Indian stocks’ worst run in 29 years, wiping $1 trillion in wealth, may yet have legs

By Bharath Rajeswaran, Vivek Kumar M and Indranil Sarkar

(Reuters) – India’s NSE Nifty 50 is set for its fifth straight monthly loss – its longest such streak since 1996 – making India the worst performing global market, with investors and derivative markets signalling the pain is likely to linger.

Weak earnings, persistent foreign outflows and uncertainty regarding U.S. tariffs have dragged the Nifty about 15% lower from its September peak, eroding nearly 85 trillion rupees (nearly $1 trillion) in investor wealth.

“In the current scenario of U.S. tariff uncertainty, Indian markets will struggle a bit more,” said Mahesh Patil, chief investment officer at Aditya Birla Sun Life Asset Management Company, which manages equity assets worth about $46 billion.

While there could be brief rallies because of oversold conditions, “India will remain a sell-on-rise market for a few more months,” Patil said.

Foreign investors have sold Indian equities worth about $25 billion on a net basis since the end of September, of which $4.1 billion was in February.

Local institutional investors have remained net buyers due to strong retail interest but inflows are slowing, Pratik Gupta, CEO of Kotak Institutional Equities, said in an outlook note this week.

Overall net inflows continue but “most local mutual funds, insurance, and portfolio management funds are seeing a slowdown in their equity inflows,” he said.

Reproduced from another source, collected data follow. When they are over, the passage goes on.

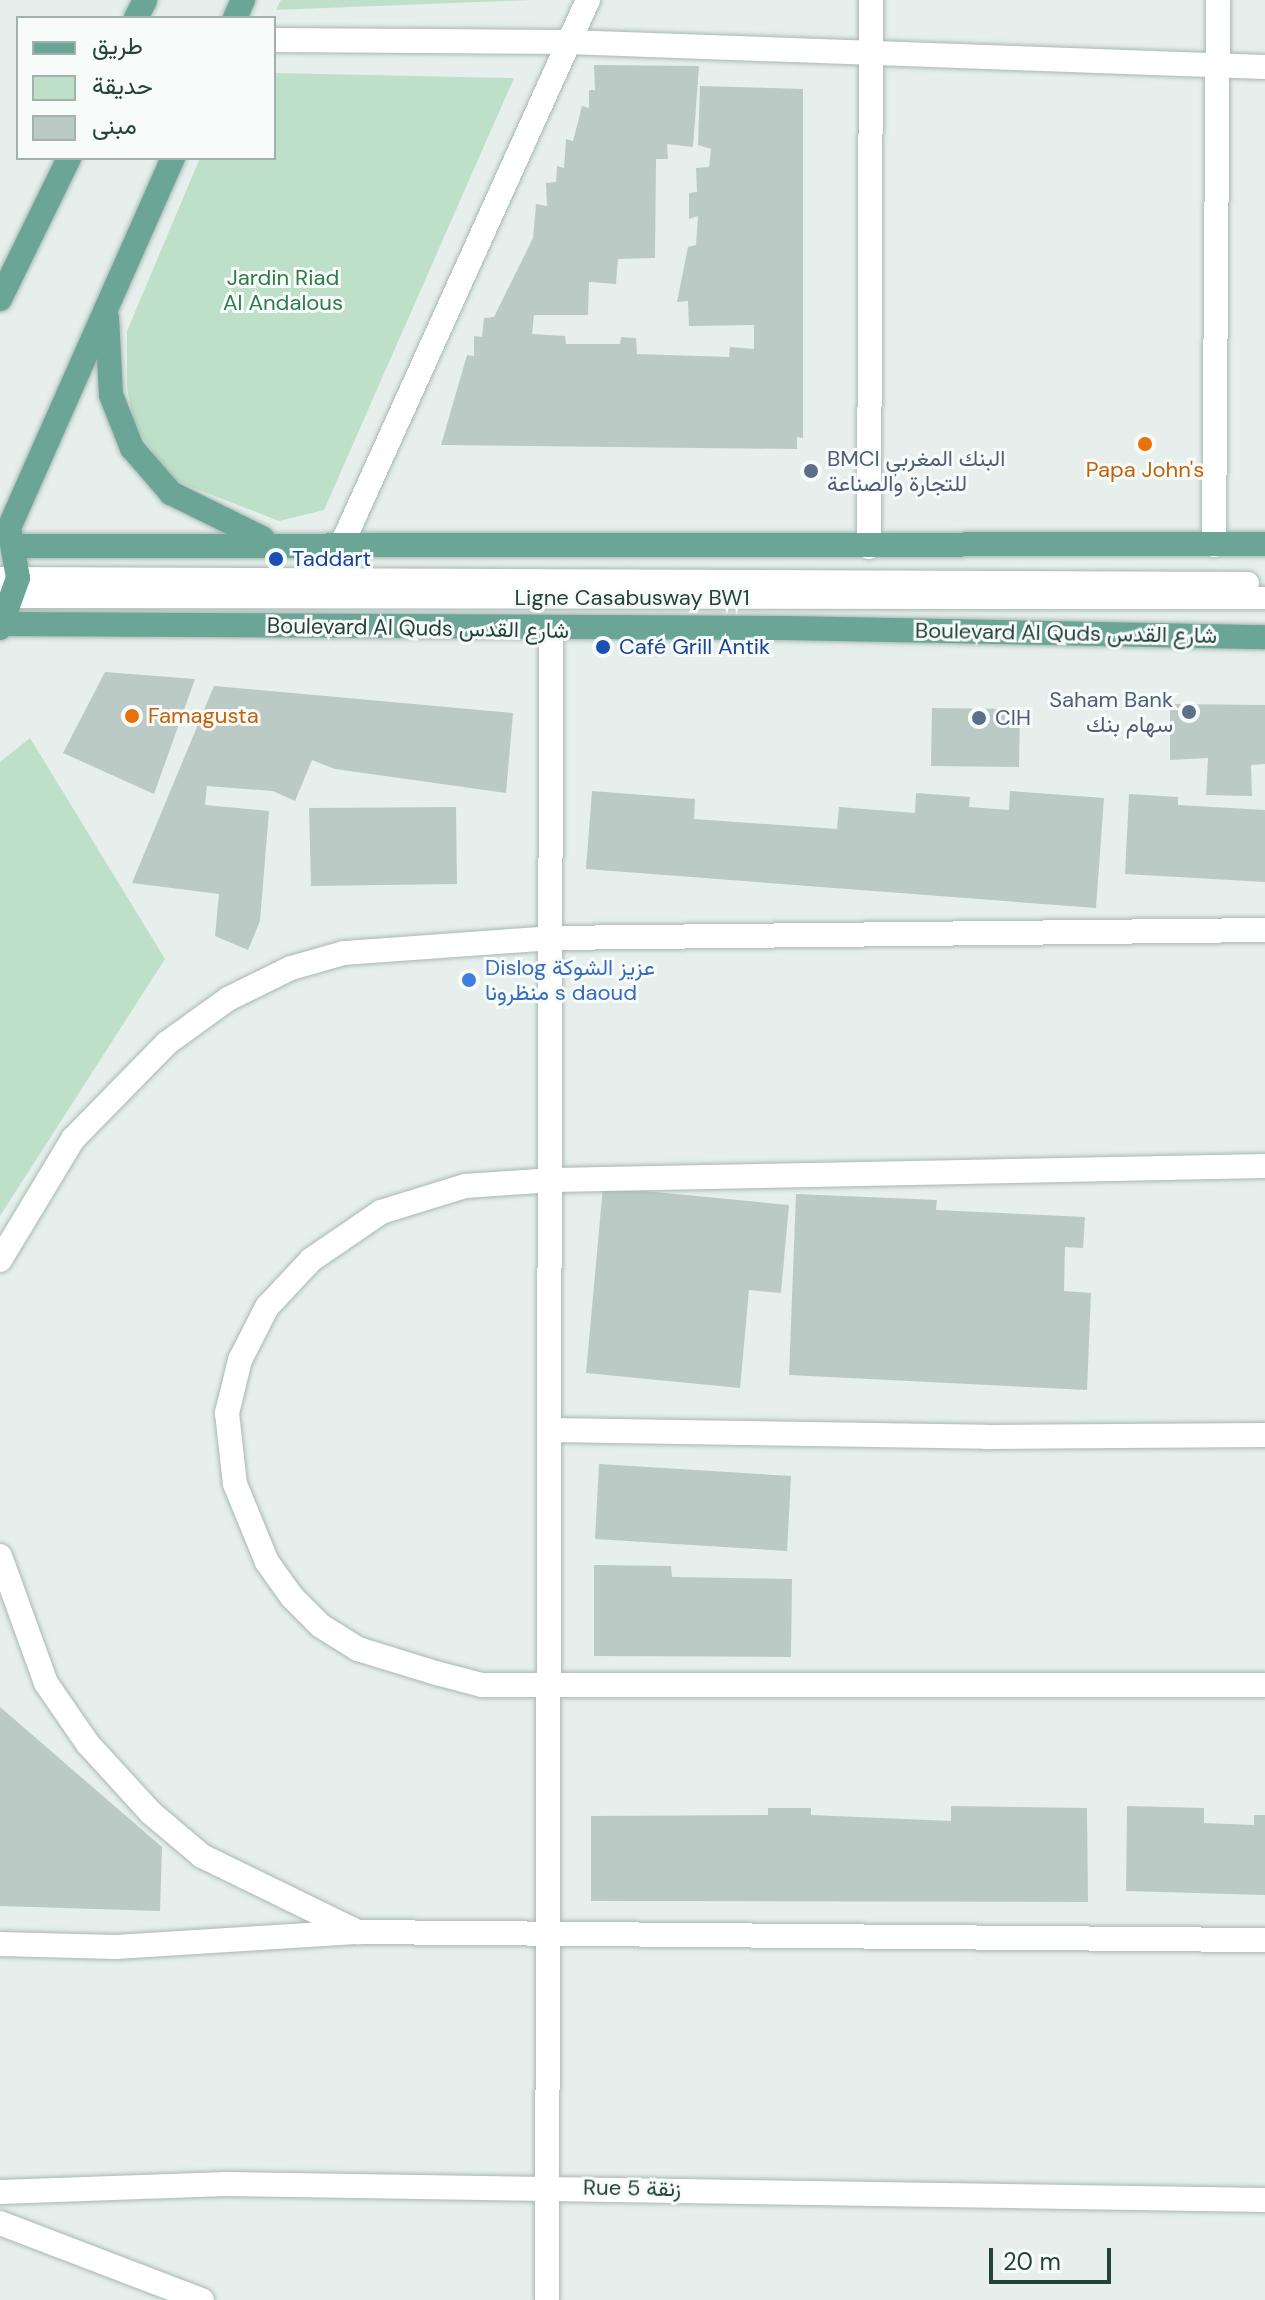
<!DOCTYPE html>
<html>
<head>
<meta charset="utf-8">
<style>
	body { margin:0 }
	#map { position:relative; width:1265px; height:2300px; overflow:hidden; background:#e6efeb; font-family:"DM Sans",Vazirmatn,sans-serif }
	div>[style] { position:absolute }
	.green>* { inset:0; background:#bfe0c8 }
	.building>* { inset:0; background:#bbcac4 }
	.roads { filter:drop-shadow(0 0 2px #a8b8b2) drop-shadow(0 0 2px #a8b8b2) }
	.lane>* { height:22px; margin:-11px; padding:0 11px; transform-origin:11px; border-radius:11px; background:#fff }
	.street>* { height:24px; margin:-12px; padding:0 12px; transform-origin:12px; border-radius:12px; background:#fff }
	.primary>* { height:24px; margin:-12px; padding:0 12px; transform-origin:12px; border-radius:12px; background:#6aa596 }
	.dots>* { width:22px; height:22px; translate:-50% -50%; box-sizing:border-box; border:4px solid #f7fbf9; border-radius:50% }
	span { translate:-50% -50%; white-space:nowrap; text-align:center; line-height:1.15; -webkit-text-stroke:6px #f7fbf9; paint-order:stroke }
	.park-label { font-size:22px; color:#2d7a4b }
	.service-label { font-size:22px; color:#4e5e75 }
	.left { translate:0 -50%; text-align:left }
	.right { translate:-100% -50%; text-align:right }
	.food-label { font-size:22px; color:#c56008 }
	.transit-label { font-size:22px; color:#164399 }
	.street-label { font-size:22px; color:#24423a }
	.shop-label { font-size:22px; color:#366cbe }
	.legend { position:absolute; left:16px; top:16px; width:260px; height:144px; box-sizing:border-box; background:#f7fbf9; border:2px solid #a3b1ad; margin:0; padding:10px 14px; list-style:none; font-size:24px; color:#24423a }
	.legend li { display:flex; align-items:center; gap:16px; height:40px }
	.legend b { width:40px; border:2px solid #a3b1ad }
	.scale { position:absolute; left:989px; top:2248px; width:122px; height:36px; box-sizing:border-box; border:4px solid #24423a; border-top:0; padding-left:10px; font-size:24px; line-height:28px; white-space:nowrap; color:#24423a; -webkit-text-stroke:6px #f7fbf9; paint-order:stroke }
</style>
</head>
<body>
<div id="map">
	<div class="green">
		<div style="clip-path:polygon(281px 0,532px 0,276px 10px)"></div>
		<div style="clip-path:polygon(274px 73px,514px 78px,324px 510px,279px 521px,171px 479px,134px 425px,127px 388px,127px 331px,200px 158px,274px 158px)"></div>
		<div style="clip-path:polygon(30px 738px,165px 959px,0 1216px,0 762px)"></div>
	</div>
	<div class="building">
		<div style="clip-path:polygon(594px 65px,699px 66px,693px 147px,667px 144px,668px 159px,656px 159px,655px 258px,618px 259px,616px 284px,589px 282px,588px 315px,534px 315px,532px 334px,565px 336px,566px 344px,620px 344px,621px 337px,636px 338px,637px 354px,729px 357px,730px 347px,754px 349px,754px 325px,689px 326px,688px 301px,677px 302px,688px 247px,696px 245px,698px 216px,689px 219px,689px 193px,697px 192px,696px 168px,709px 167px,711px 149px,698px 145px,700px 86px,803px 89px,803px 438px,797px 437px,797px 449px,441px 445px,467px 355px,474px 356px,474px 336px,482px 337px,484px 318px,494px 317px,533px 238px,536px 204px,547px 206px,546px 183px,556px 182px,557px 166px,564px 168px,566px 139px,573px 141px,582px 106px,589px 108px,589px 90px,595px 90px)"></div>
		<div style="clip-path:polygon(105px 672px,195px 679px,154px 794px,63px 753px)"></div>
		<div style="clip-path:polygon(214px 686px,513px 713px,506px 793px,335px 769px,312px 760px,295px 801px,273px 791px,207px 786px,205px 805px,269px 811px,260px 921px,248px 950px,215px 936px,219px 894px,132px 883px)"></div>
		<div style="clip-path:polygon(1170px 704px,1265px 705px,1265px 764px,1251px 765px,1252px 796px,1206px 795px,1208px 758px,1170px 760px)"></div>
		<div style="clip-path:polygon(932px 708px,1020px 709px,1019px 767px,931px 766px)"></div>
		<div style="clip-path:polygon(592px 791px,695px 799px,694px 819px,837px 829px,839px 807px,915px 813px,916px 793px,970px 797px,969px 807px,1009px 810px,1010px 791px,1104px 798px,1096px 908px,586px 869px)"></div>
		<div style="clip-path:polygon(1129px 794px,1178px 797px,1178px 805px,1265px 810px,1265px 882px,1125px 874px)"></div>
		<div style="clip-path:polygon(456px 807px,457px 884px,311px 886px,309px 808px)"></div>
		<div style="clip-path:polygon(603px 1187px,789px 1205px,781px 1293px,749px 1290px,740px 1388px,586px 1373px)"></div>
		<div style="clip-path:polygon(796px 1194px,937px 1200px,936px 1210px,1085px 1217px,1083px 1248px,1065px 1247px,1064px 1291px,1091px 1293px,1087px 1390px,789px 1375px)"></div>
		<div style="clip-path:polygon(599px 1464px,791px 1476px,787px 1551px,595px 1539px)"></div>
		<div style="clip-path:polygon(594px 1565px,671px 1566px,672px 1577px,792px 1579px,791px 1657px,594px 1656px)"></div>
		<div style="clip-path:polygon(0 1707px,162px 1847px,160px 1911px,0 1906px)"></div>
		<div style="clip-path:polygon(951px 1806px,1087px 1808px,1088px 1902px,591px 1901px,591px 1816px,768px 1815px,768px 1808px,811px 1808px,811px 1815px,951px 1821px)"></div>
		<div style="clip-path:polygon(1127px 1806px,1204px 1808px,1204px 1823px,1254px 1825px,1254px 1815px,1265px 1815px,1265px 1895px,1126px 1891px)"></div>
	</div>
	<div class="roads">
		<div class="lane">
			<div style="left:0;top:578px;width:1248px;rotate:0.23deg"></div>
			<div style="left:0;top:597px;width:1265px;rotate:0.05deg"></div>
		</div>
		<div class="street">
			<div style="left:274px;top:40px;width:293px;rotate:0.4deg"></div>
			<div style="left:567px;top:42px;width:698px;rotate:2.05deg"></div>
			<div style="left:342px;top:544px;width:597px;rotate:-65.67deg"></div>
			<div style="left:1214px;top:545px;width:545px;rotate:-89.58deg"></div>
			<div style="left:869px;top:547px;width:547px;rotate:-89.79deg"></div>
			<div style="left:1265px;top:1166px;width:712px;rotate:178.87deg"></div>
			<div style="left:553px;top:1180px;width:88px;rotate:176.1deg"></div>
			<div style="left:465px;top:1186px;width:88px;rotate:162.8deg"></div>
			<div style="left:381px;top:1212px;width:85px;rotate:145.6deg"></div>
			<div style="left:311px;top:1260px;width:64px;rotate:133.1deg"></div>
			<div style="left:267px;top:1307px;width:59px;rotate:117deg"></div>
			<div style="left:240px;top:1360px;width:55px;rotate:103.8deg"></div>
			<div style="left:227px;top:1413px;width:71px;rotate:83.6deg"></div>
			<div style="left:235px;top:1484px;width:84px;rotate:67.7deg"></div>
			<div style="left:267px;top:1562px;width:43px;rotate:54.5deg"></div>
			<div style="left:292px;top:1597px;width:41px;rotate:45deg"></div>
			<div style="left:321px;top:1626px;width:44px;rotate:31.9deg"></div>
			<div style="left:358px;top:1649px;width:82px;rotate:17.1deg"></div>
			<div style="left:436px;top:1673px;width:48px;rotate:14.6deg"></div>
			<div style="left:482px;top:1685px;width:783px"></div>
			<div style="left:0;top:1260px;width:141px;rotate:-58.9deg"></div>
			<div style="left:73px;top:1139px;width:134px;rotate:-45.6deg"></div>
			<div style="left:167px;top:1043px;width:75px;rotate:-35.8deg"></div>
			<div style="left:228px;top:999px;width:70px;rotate:-26.2deg"></div>
			<div style="left:291px;top:968px;width:55px;rotate:-15.8deg"></div>
			<div style="left:344px;top:953px;width:208px;rotate:-4.1deg"></div>
			<div style="left:551px;top:938px;width:714px;rotate:-0.64deg"></div>
			<div style="left:551px;top:1430px;width:435px;rotate:0.9deg"></div>
			<div style="left:986px;top:1437px;width:279px;rotate:-0.4deg"></div>
			<div style="left:0;top:1556px;width:135px;rotate:70.1deg"></div>
			<div style="left:46px;top:1683px;width:74px;rotate:55.5deg"></div>
			<div style="left:88px;top:1744px;width:93px;rotate:47.6deg"></div>
			<div style="left:151px;top:1813px;width:67px;rotate:40.1deg"></div>
			<div style="left:202px;top:1856px;width:174px;rotate:26deg"></div>
			<div style="left:358px;top:1932px;width:907px;rotate:0.51deg"></div>
			<div style="left:0;top:1944px;width:116px;rotate:1.5deg"></div>
			<div style="left:116px;top:1947px;width:240px;rotate:-3.6deg"></div>
			<div style="left:0;top:2192px;width:226px;rotate:-2deg"></div>
			<div style="left:226px;top:2184px;width:1039px;rotate:0.88deg"></div>
			<div style="left:0;top:2223px;width:216px;rotate:20.9deg"></div>
			<div style="left:547px;top:2300px;width:1670px;rotate:-89.86deg"></div>
		</div>
		<div class="primary">
			<div style="left:136px;top:18px;width:20px;rotate:-63deg"></div>
			<div style="left:235px;top:18px;width:20px;rotate:-66deg"></div>
			<div style="left:0;top:299px;width:157px;rotate:-63.9deg"></div>
			<div style="left:107px;top:318px;width:77px;rotate:87deg"></div>
			<div style="left:111px;top:395px;width:57px;rotate:68.4deg"></div>
			<div style="left:132px;top:448px;width:60px;rotate:49.1deg"></div>
			<div style="left:171px;top:493px;width:102px;rotate:26.3deg"></div>
			<div style="left:9px;top:528px;width:405px;rotate:-66.1deg"></div>
			<div style="left:14px;top:546px;width:1251px;rotate:-0.09deg"></div>
			<div style="left:3px;top:624px;width:782px;rotate:0.29deg"></div>
			<div style="left:785px;top:628px;width:480px;rotate:1.1deg"></div>
			<div style="left:0;top:628px;width:53px;rotate:-70.2deg"></div>
			<div style="left:18px;top:578px;width:46px;rotate:-100.1deg"></div>
		</div>
	</div>
	<div class="dots">
		<div style="left:1145px;top:444px;background:#e8710a"></div>
		<div style="left:811px;top:471px;background:#5c6f8a"></div>
		<div style="left:276px;top:559px;background:#1a4fb4"></div>
		<div style="left:603px;top:647px;background:#1a4fb4"></div>
		<div style="left:1189px;top:712px;background:#5c6f8a"></div>
		<div style="left:132px;top:716px;background:#e8710a"></div>
		<div style="left:979px;top:718px;background:#5c6f8a"></div>
		<div style="left:469px;top:980px;background:#3f7fe0"></div>
	</div>
	<div class="park-label">
		<span style="left:283px;top:290px">Jardin Riad<br>Al Andalous</span>
	</div>
	<div class="service-label">
		<span class="left" style="left:827px;top:471px">BMCI البنك المغربي<br>للتجارة والصناعة</span>
		<span class="right" style="left:1173px;top:712px">Saham Bank<br>سهام بنك</span>
		<span class="left" style="left:995px;top:718px">CIH</span>
	</div>
	<div class="food-label">
		<span style="left:1145px;top:470px">Papa John's</span>
		<span class="left" style="left:148px;top:716px">Famagusta</span>
	</div>
	<div class="transit-label">
		<span class="left" style="left:292px;top:559px">Taddart</span>
		<span class="left" style="left:619px;top:647px">Café Grill Antik</span>
	</div>
	<div class="street-label">
		<span style="left:632px;top:598px">Ligne Casabusway BW1</span>
		<span style="left:418px;top:628px;rotate:1deg">Boulevard Al Quds شارع القدس</span>
		<span style="left:1066px;top:633px;rotate:1deg">Boulevard Al Quds شارع القدس</span>
		<span style="left:632px;top:2188px;rotate:1deg">Rue 5 زنقة</span>
	</div>
	<div class="shop-label">
		<span class="left" style="left:485px;top:980px">Dislog عزيز الشوكة<br>منظرونا s daoud</span>
	</div>
	<ul class="legend">
	<li><b style="height:10px;background:#6aa596"></b>طريق</li>
	<li><b style="height:22px;background:#bfe0c8"></b>حديقة</li>
	<li><b style="height:22px;background:#bbcac4"></b>مبنى</li>
	</ul>
	<div class="scale">20 m</div>
</div>
</body>
</html>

Small-cap and mid-cap stocks have been hit harder than large caps. In February, the Nifty small-cap 100 and mid-cap 100 indices have plunged 13.2% and 11.3%, respectively. This has brought them 26% and 22% below their record high levels last year, respectively.

Flows are moving towards safer large-cap equity funds or balanced debt-equity funds now compared to a rush to invest in small- and mid-cap funds till last year, Gupta said.

“Selling pressure will continue to prevail in small-caps and mid-caps. Investors will stay away and wait and watch; there won’t be strong buying support in the next month or two,” Patil said.

DERIVATIVE POSITIONING

Positioning in the derivative market has also been signalling risk of further losses.

High-net-worth (HNI) individuals and retail investors have cut long positions, while foreign investors – though adding longs in stock futures – have hedged them with index shorts, data from IIFL Securities and Nuvama Alternative & Quantitative Research showed.

Open interest (OI), which tracks outstanding futures contracts, declined across both the Nifty 50 and the broader market, reflecting weak conviction among traders heading into March.

With the 22,800 level now acting as resistance for the benchmark Nifty 50, analysts at both the brokerages see further downside.

IIFL Securities’ Sriram Velayudhan expects a drop to 21,800, while Nuvama’s Abhilash Pagaria predicts the Nifty trading between 22,000 and 22,900 in March.